I found myself walking there late last December, promising myself I'd return in the spring or summer and see how the place looked, green. So I did.

I parked nearby and set out on foot. As I rounded the first turn, surprise surprise! A truck rose up over the railroad bridge and started down towards me! I remember laughing and thinking it must be the most traffic the road had seen in a while. There's some kind of facility at the end of the drivable part of the road, and that must be what the truck was coming back from (the service vehicle gate at Albion Road was open, in fact). I was charmed by the idea that, at least for the moment, I was seeing it just how it would have looked on a less busy day in the 80s. I was tempted, really tempted, to run back to my car and drive the stretch while it was open. But I thought better of it. It's just as well; the gate was closed again when I eventually made my way back.

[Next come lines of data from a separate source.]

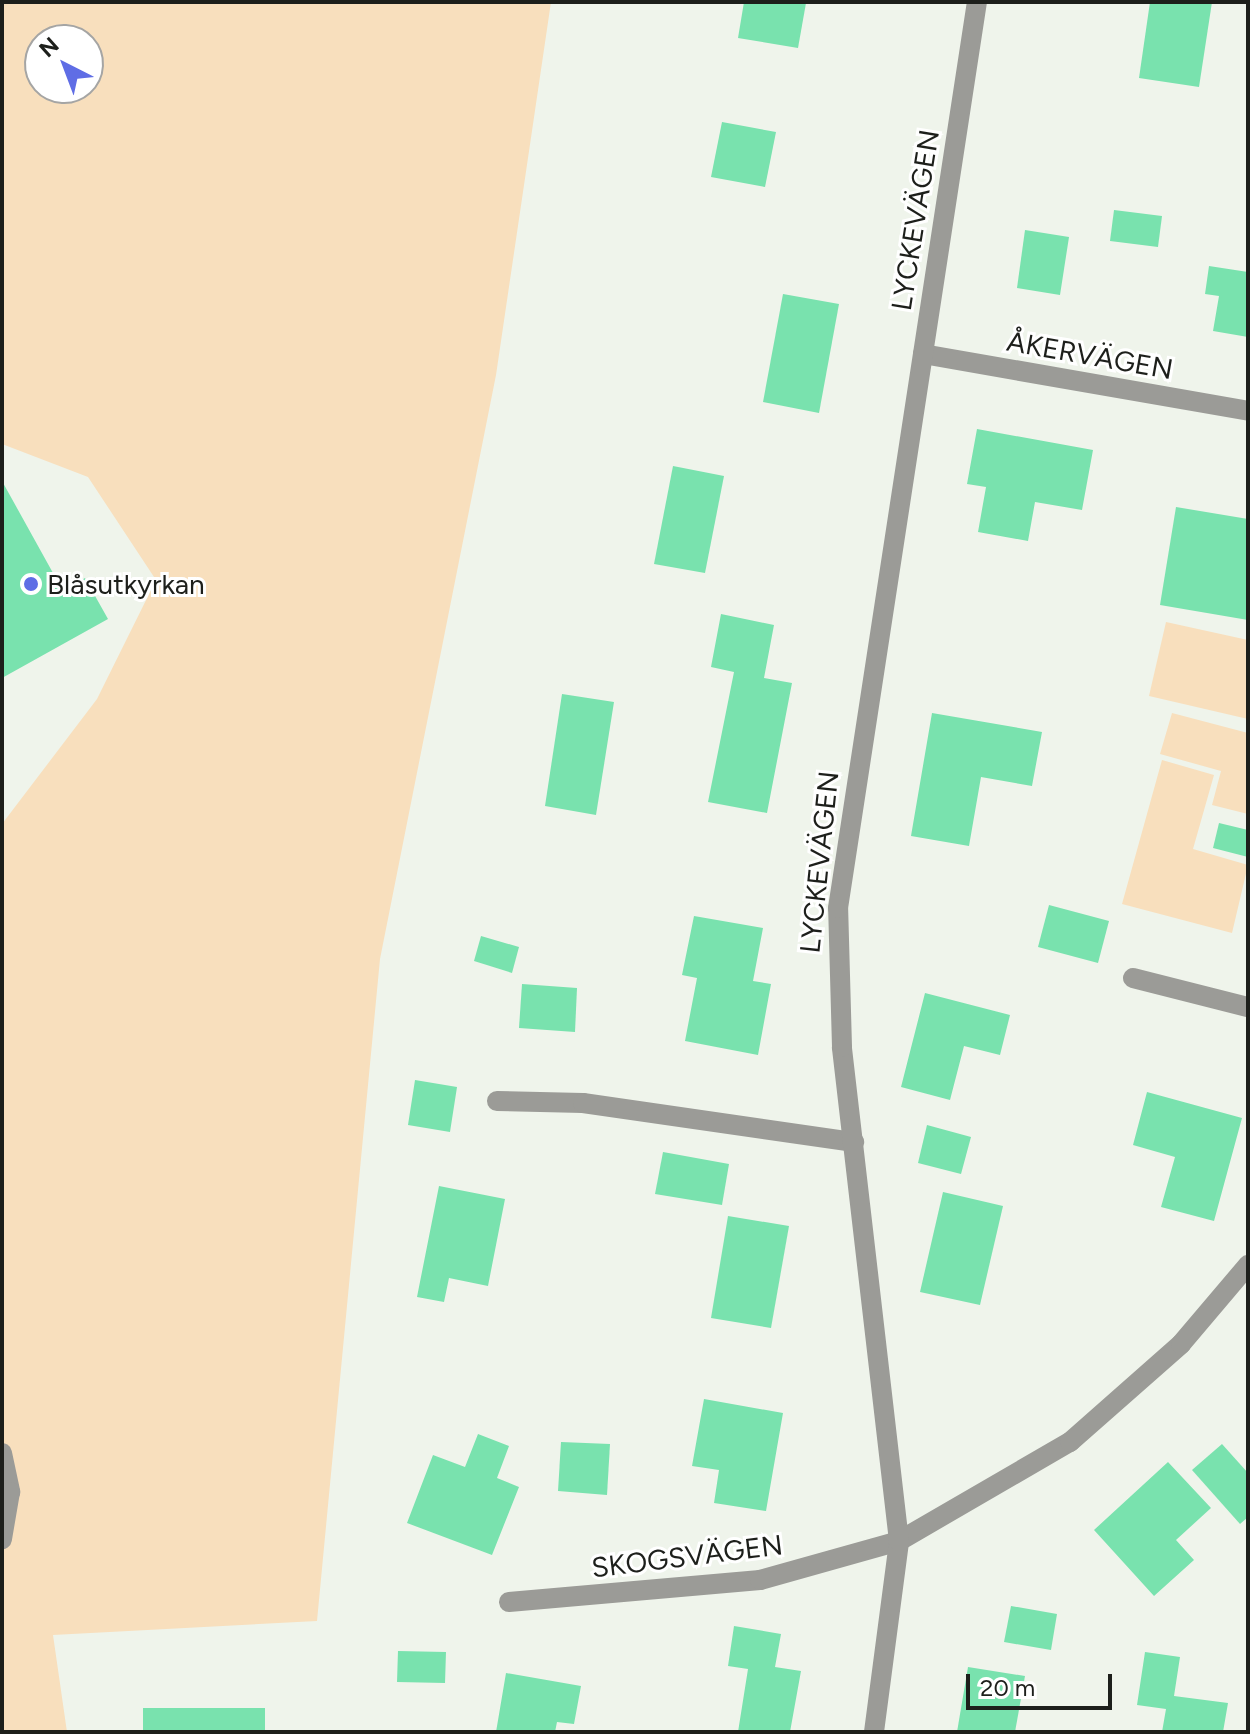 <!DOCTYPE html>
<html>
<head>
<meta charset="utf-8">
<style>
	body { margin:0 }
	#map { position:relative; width:1250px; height:1734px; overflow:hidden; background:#eff4eb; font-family:Figtree,sans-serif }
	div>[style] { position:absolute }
	.green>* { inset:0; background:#f8dfbd }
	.building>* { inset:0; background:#79e2ae }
	.lane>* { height:20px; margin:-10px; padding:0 10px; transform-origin:10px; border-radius:10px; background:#9b9b97 }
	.street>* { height:20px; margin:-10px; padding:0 10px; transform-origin:10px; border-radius:10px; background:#9b9b97 }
	.dots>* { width:22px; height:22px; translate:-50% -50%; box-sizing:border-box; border:4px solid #fff; border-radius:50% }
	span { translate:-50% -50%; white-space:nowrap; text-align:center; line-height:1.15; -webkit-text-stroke:6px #fff; paint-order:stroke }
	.street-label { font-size:28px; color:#1d1f1b }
	.poi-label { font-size:28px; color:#1d1f1b }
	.left { translate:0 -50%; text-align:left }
	.frame { position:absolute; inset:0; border:4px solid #1d1f1b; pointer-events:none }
	.north { position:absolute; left:24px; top:24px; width:80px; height:80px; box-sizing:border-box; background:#fff; border:2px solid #a5a5a4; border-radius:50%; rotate:318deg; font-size:22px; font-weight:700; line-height:32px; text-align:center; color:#1d1f1b }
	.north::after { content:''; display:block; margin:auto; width:28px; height:36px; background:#5f6de5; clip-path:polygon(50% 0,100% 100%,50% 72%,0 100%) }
	.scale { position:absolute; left:966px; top:1674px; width:146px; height:36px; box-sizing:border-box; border:4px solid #1d1f1b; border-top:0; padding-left:10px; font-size:24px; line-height:28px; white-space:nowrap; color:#1d1f1b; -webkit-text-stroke:6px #fff; paint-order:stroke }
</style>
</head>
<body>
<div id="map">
	<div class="green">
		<div style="clip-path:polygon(evenodd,2px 2px,551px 2px,496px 375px,380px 959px,317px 1621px,53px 1635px,67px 1732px,2px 1732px,2px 824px,97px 699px,156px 580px,88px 477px,2px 444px,2px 2px,40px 40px,88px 40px,88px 88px,40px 88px,40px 40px)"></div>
		<div style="clip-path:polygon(1166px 622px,1248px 640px,1248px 719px,1149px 696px)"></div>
		<div style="clip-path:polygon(1172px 713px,1248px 733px,1248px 814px,1212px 805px,1221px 771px,1160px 754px)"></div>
		<div style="clip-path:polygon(1162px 760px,1214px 775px,1193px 849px,1248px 865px,1232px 933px,1122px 904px)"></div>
	</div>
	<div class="building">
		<div style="clip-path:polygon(744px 2px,806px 3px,798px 48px,738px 38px)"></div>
		<div style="clip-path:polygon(1150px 2px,1212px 2px,1199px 87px,1139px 78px)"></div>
		<div style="clip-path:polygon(722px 122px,776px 132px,765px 187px,711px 177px)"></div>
		<div style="clip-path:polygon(1114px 210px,1162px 216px,1158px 247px,1110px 241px)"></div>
		<div style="clip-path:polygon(1025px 230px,1069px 237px,1060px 295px,1017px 288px)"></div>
		<div style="clip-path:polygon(1209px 266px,1248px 272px,1248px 337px,1213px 331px,1219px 296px,1205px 294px)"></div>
		<div style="clip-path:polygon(783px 294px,839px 304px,819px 413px,763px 402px)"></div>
		<div style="clip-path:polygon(977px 429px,1093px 450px,1082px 510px,1035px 502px,1028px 541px,978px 532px,986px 487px,967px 484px)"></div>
		<div style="clip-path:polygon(673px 466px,724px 476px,705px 573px,654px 564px)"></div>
		<div style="clip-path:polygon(2px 481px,63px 591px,85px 578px,108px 619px,2px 678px)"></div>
		<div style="clip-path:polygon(1176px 507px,1248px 519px,1248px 620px,1160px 605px)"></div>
		<div style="clip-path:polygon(721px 614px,774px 625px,764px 678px,792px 683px,767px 813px,708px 802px,734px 672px,711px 667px)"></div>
		<div style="clip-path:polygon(562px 694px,614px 702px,596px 815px,545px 806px)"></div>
		<div style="clip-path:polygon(932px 713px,1042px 732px,1032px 786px,981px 777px,969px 846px,911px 836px)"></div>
		<div style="clip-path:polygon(1219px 823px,1248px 830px,1248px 857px,1213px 848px)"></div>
		<div style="clip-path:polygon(1049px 905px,1109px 921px,1098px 963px,1038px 947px)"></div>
		<div style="clip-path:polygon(694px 916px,763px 928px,753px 981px,771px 984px,758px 1055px,685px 1041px,697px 978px,682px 975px)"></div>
		<div style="clip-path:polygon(481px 936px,519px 947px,512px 973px,474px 961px)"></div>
		<div style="clip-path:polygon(522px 984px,577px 988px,575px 1032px,519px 1028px)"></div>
		<div style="clip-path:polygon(925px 993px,1010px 1015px,1000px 1055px,964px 1046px,950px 1100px,901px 1087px)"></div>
		<div style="clip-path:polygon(415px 1080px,457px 1087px,450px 1132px,408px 1125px)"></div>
		<div style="clip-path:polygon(1147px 1092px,1242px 1118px,1214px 1221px,1161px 1207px,1175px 1157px,1133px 1145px)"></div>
		<div style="clip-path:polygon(927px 1125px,971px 1137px,961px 1174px,918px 1163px)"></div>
		<div style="clip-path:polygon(663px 1152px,729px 1164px,722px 1205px,655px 1194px)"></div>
		<div style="clip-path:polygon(439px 1186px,505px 1199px,488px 1286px,449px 1278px,444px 1302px,417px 1297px)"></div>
		<div style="clip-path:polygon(943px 1192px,1003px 1206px,980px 1305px,920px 1292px)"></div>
		<div style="clip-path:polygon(728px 1216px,789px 1226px,771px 1328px,711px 1318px)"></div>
		<div style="clip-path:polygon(704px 1399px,783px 1413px,766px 1511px,714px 1503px,719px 1470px,692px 1466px)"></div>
		<div style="clip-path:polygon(478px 1434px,509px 1446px,497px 1478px,519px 1487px,492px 1555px,407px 1523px,433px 1455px,465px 1467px)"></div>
		<div style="clip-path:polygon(561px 1442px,610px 1444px,607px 1495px,558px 1491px)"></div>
		<div style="clip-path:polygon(1222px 1444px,1248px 1473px,1248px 1517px,1240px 1524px,1192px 1470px)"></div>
		<div style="clip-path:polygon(1168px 1462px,1211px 1508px,1176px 1540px,1194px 1560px,1154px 1596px,1094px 1530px)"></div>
		<div style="clip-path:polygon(1011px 1606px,1057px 1614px,1051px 1650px,1004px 1642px)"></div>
		<div style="clip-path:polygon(734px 1626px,781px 1634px,775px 1667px,801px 1671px,790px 1732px,738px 1732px,748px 1669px,728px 1666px)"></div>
		<div style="clip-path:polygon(398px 1651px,446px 1652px,445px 1683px,397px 1682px)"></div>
		<div style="clip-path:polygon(1145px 1652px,1180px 1657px,1174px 1696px,1228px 1703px,1223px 1732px,1162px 1732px,1166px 1709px,1137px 1705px)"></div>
		<div style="clip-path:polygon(968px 1667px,1025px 1676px,1015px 1732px,957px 1732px)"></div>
		<div style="clip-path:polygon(506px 1673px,581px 1686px,574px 1724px,557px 1722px,555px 1732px,496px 1732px)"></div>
		<div style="clip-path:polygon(143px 1708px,265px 1708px,265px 1732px,143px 1732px)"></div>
	</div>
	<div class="lane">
		<div style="left:1133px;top:978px;width:119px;rotate:14.2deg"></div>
		<div style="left:497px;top:1101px;width:86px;rotate:1.3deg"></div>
		<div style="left:583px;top:1103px;width:274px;rotate:8.2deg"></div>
		<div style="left:2px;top:1453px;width:40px;rotate:78deg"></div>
		<div style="left:10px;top:1492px;width:48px;rotate:99.7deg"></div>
	</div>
	<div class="street">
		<div style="left:923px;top:354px;width:330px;rotate:9.9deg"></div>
		<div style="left:509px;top:1602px;width:252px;rotate:-5deg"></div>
		<div style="left:760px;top:1580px;width:144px;rotate:-15.7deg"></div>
		<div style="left:899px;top:1541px;width:198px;rotate:-30.1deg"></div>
		<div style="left:1070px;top:1442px;width:148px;rotate:-41.4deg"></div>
		<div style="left:1181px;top:1344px;width:104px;rotate:-49.7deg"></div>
		<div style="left:874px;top:1732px;width:193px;rotate:-82.5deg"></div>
		<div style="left:899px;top:1541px;width:497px;rotate:-96.6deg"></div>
		<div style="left:842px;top:1047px;width:139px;rotate:-91.6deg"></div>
		<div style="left:838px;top:908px;width:917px;rotate:-81.28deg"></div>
	</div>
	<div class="dots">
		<div style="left:31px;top:584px;background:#5f6de5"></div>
	</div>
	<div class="street-label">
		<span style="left:915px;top:220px;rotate:-81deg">LYCKEVÄGEN</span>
		<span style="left:1090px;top:355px;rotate:10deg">ÅKERVÄGEN</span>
		<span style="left:819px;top:862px;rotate:-84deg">LYCKEVÄGEN</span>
		<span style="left:687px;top:1556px;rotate:-7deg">SKOGSVÄGEN</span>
	</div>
	<div class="poi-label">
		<span class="left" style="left:47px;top:584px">Blåsutkyrkan</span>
	</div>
	<div class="frame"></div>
	<div class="north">N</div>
	<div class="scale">20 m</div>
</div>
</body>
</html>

Until around 1990, this would have been your view as you, having exited the 427, came to the end of Indian Line Road at Albion Road. There was a signaled intersection here at the time. Today, there's no intersection; this road is closed.

Heading down Indian Line Road (Albion Road is behind me), I was very surprised to see... traffic! This was, probably, a service vehicle returning from a facility at the end of the accessible stretch of Indian Line Road.

Life on Indian Line Road. Some little robin has made a successful escape from the egg into the big wide world.

Till about 1990 or so, this would have been your view as you entered the 427 (in the left background in this shot). This was the northern limit of the 427 at the time.

Originally, Indian Line Road skirted the lip of the valley of the West Humber River. When the flood control dam was built in the mid-60s, that valley became the reservoir, and submerged part of the road. By then, Indian Line had been diverted to its present course (its bridge across the river was roughly where the much larger 427 bridge is now). I didn't realize that when I was there in December. This time, I decided to walk the old trail. I came to places where someone had been doing replanting work, and strange things had been done with the logs of old trees. Some of them look like they'd been put out as diving boards to let the workers cool off, perhaps. I also found what must have been someone's boat launch years ago. In fact, I padded down it to the reservoir and for about half an hour I sat there with my feet in the water, just taking it all in. While I was there, I noticed a guy fishing to the north of me. Cranking my cameras up to 11, I could just barely get a few shots of him. After that, I headed back, retracing my steps.

Looking south down what was once, even further back in time, Indian Line Road as it runs along the lip of the West Humber valley. On the right is that valley, now the Claireville Reservoir.


From there, I thought I'd stop in at the conjunction of Islington Avenue, Rexdale Blvd., and the 401, where Rexdale Mall stood for about 40 years. I never visited it myself, but it was still kind of sad to learn it had been torn down. It's been replaced, it turns out, by a big Wal-mart and a lot of open plazas. The days of the enclosed mall seem to be over in Canada, at least for now.